RECORDED DATA:
· · · ·

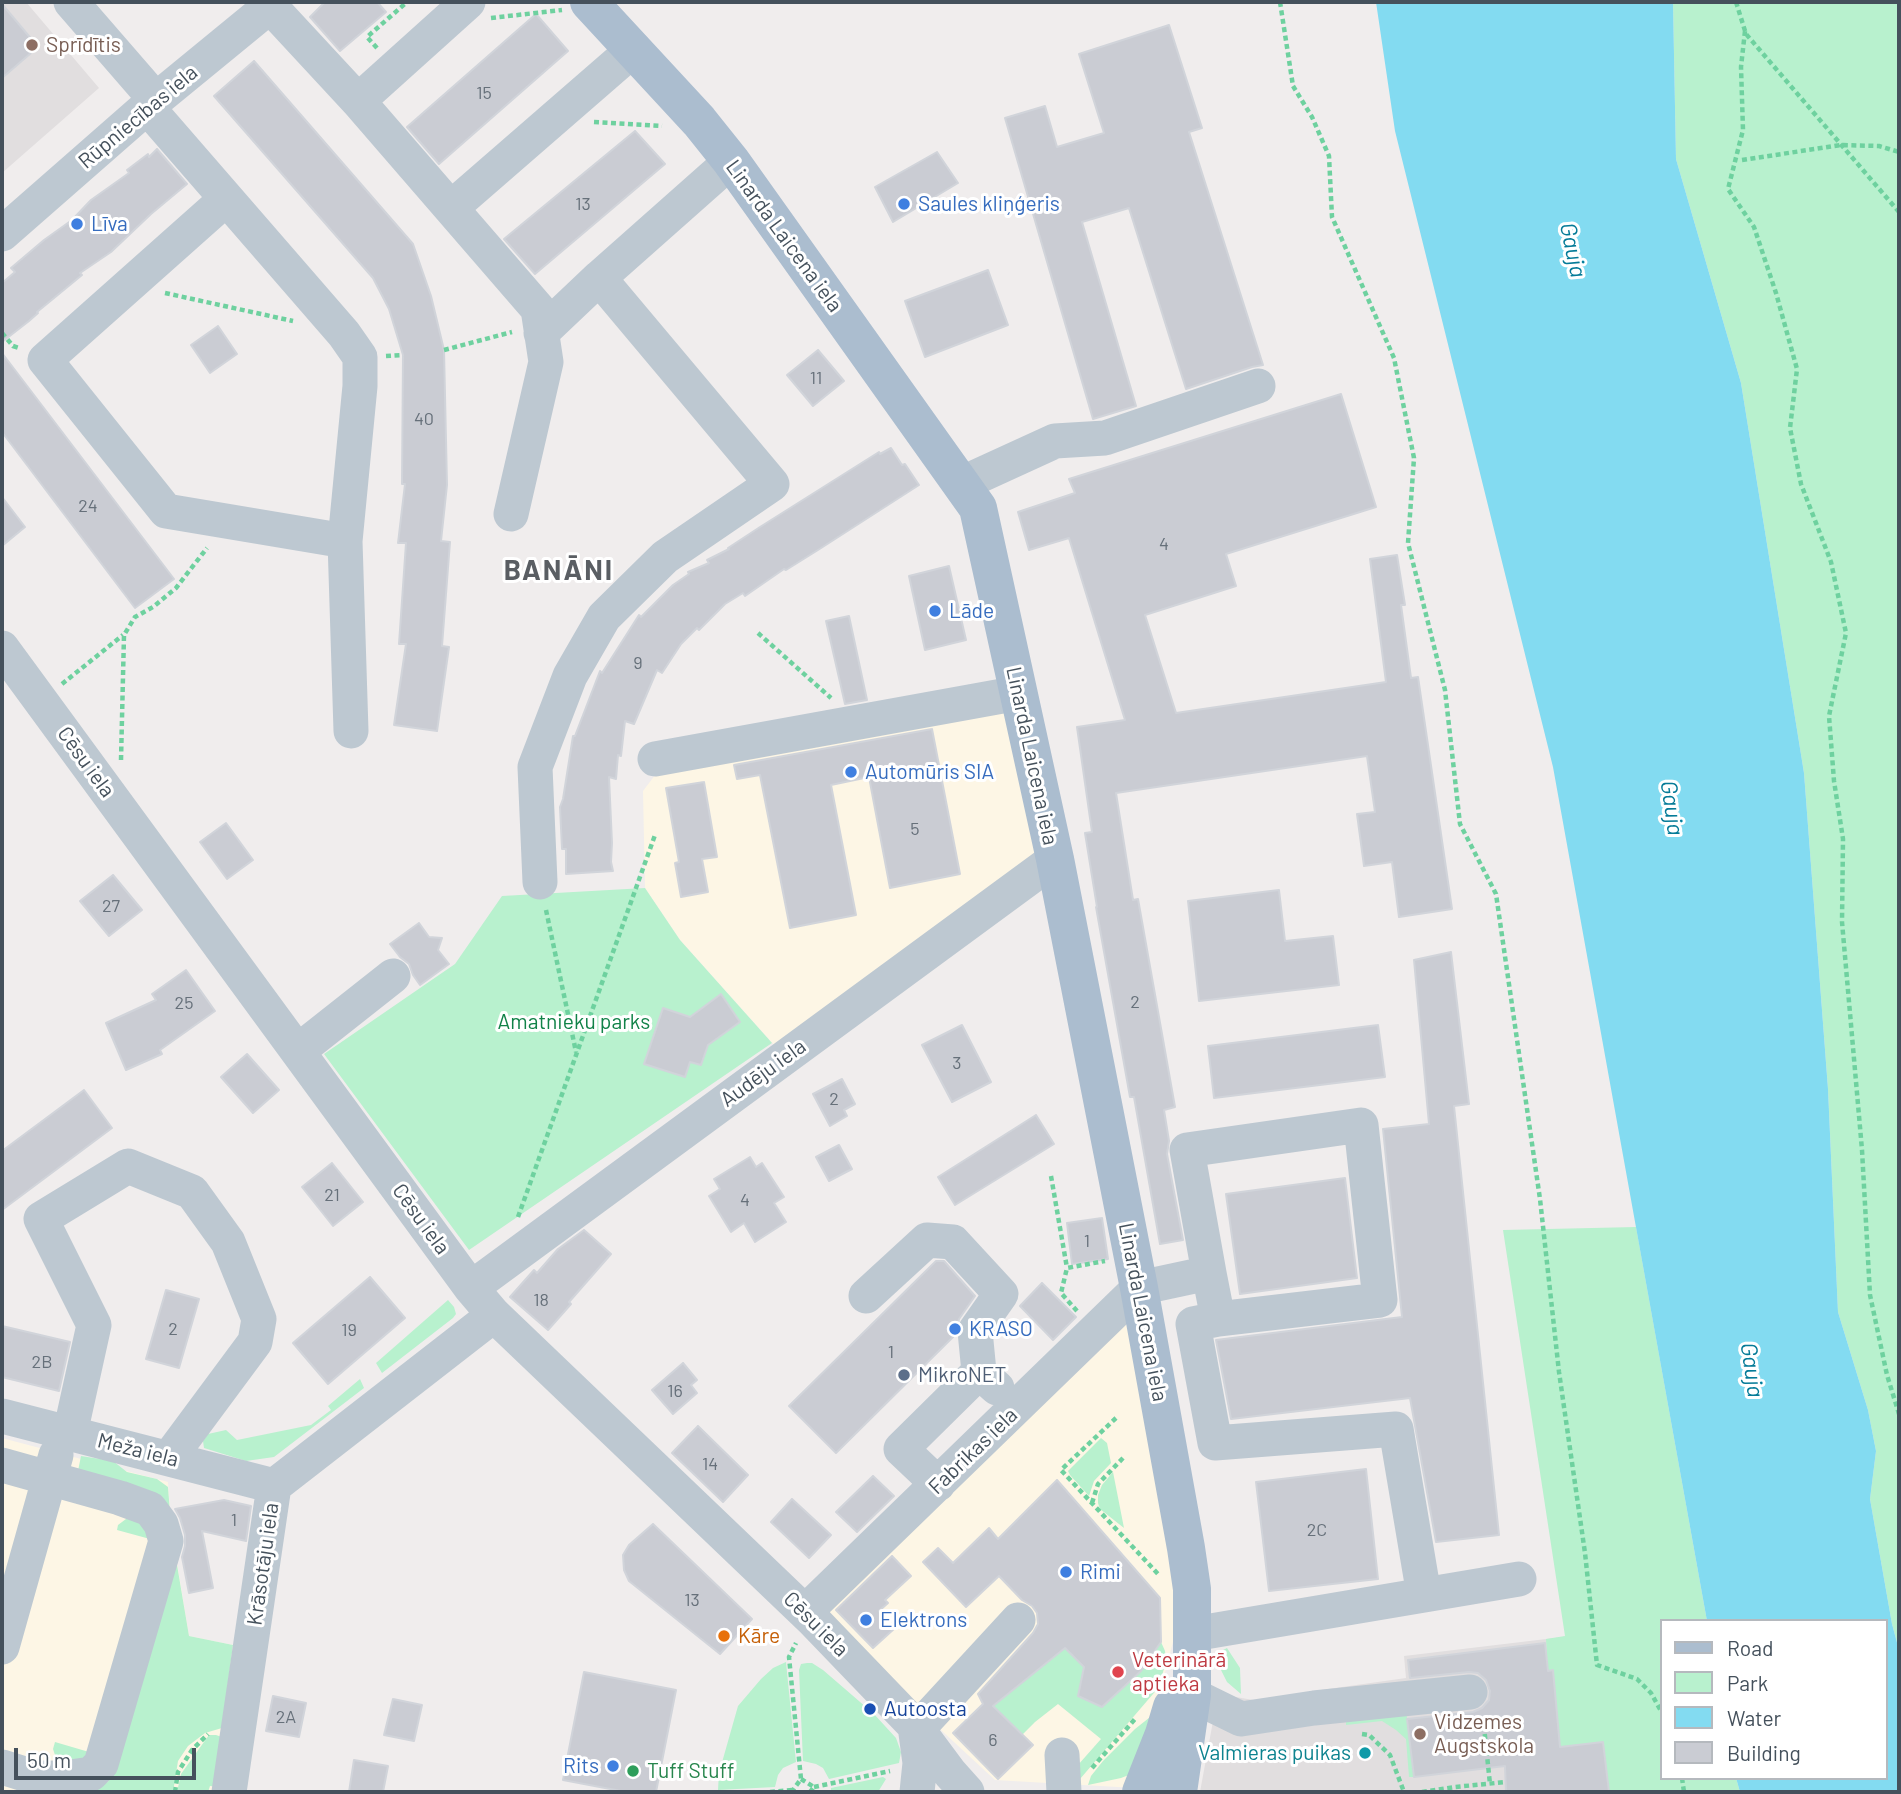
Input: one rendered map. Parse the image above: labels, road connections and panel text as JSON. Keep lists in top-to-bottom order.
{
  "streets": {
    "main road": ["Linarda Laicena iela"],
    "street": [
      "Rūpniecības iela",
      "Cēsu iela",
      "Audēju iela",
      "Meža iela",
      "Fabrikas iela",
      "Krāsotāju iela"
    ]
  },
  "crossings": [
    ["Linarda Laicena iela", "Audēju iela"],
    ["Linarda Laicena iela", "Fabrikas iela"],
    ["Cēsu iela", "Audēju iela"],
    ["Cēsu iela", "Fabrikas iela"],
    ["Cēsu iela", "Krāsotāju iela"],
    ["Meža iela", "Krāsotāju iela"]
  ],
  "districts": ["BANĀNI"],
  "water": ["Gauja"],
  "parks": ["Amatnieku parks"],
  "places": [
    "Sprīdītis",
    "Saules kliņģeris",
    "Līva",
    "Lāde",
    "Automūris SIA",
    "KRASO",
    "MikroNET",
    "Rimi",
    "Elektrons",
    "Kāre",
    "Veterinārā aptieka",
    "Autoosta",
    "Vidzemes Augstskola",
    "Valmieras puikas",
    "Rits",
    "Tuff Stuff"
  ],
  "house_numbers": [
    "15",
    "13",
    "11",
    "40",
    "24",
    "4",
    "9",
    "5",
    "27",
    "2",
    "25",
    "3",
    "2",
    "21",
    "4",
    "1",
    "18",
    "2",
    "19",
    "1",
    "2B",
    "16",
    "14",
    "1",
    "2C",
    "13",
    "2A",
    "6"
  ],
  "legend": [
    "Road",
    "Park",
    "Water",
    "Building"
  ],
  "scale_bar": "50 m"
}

· · · ·

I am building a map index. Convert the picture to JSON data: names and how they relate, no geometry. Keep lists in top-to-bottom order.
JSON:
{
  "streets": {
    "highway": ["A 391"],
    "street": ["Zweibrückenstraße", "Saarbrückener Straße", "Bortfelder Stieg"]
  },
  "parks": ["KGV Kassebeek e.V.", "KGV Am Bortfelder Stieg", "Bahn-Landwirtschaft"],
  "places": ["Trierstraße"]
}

· · · ·

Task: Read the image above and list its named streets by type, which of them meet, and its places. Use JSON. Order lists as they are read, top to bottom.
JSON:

· · · ·

EXERCISE: The lines to copy are those in the records above containing the word "they".

RESULT OF THE EXERCISE:
I am building a map index. Convert the picture to JSON data: names and how they relate, no geometry. Keep lists in top-to-bottom order.
Task: Read the image above and list its named streets by type, which of them meet, and its places. Use JSON. Order lists as they are read, top to bottom.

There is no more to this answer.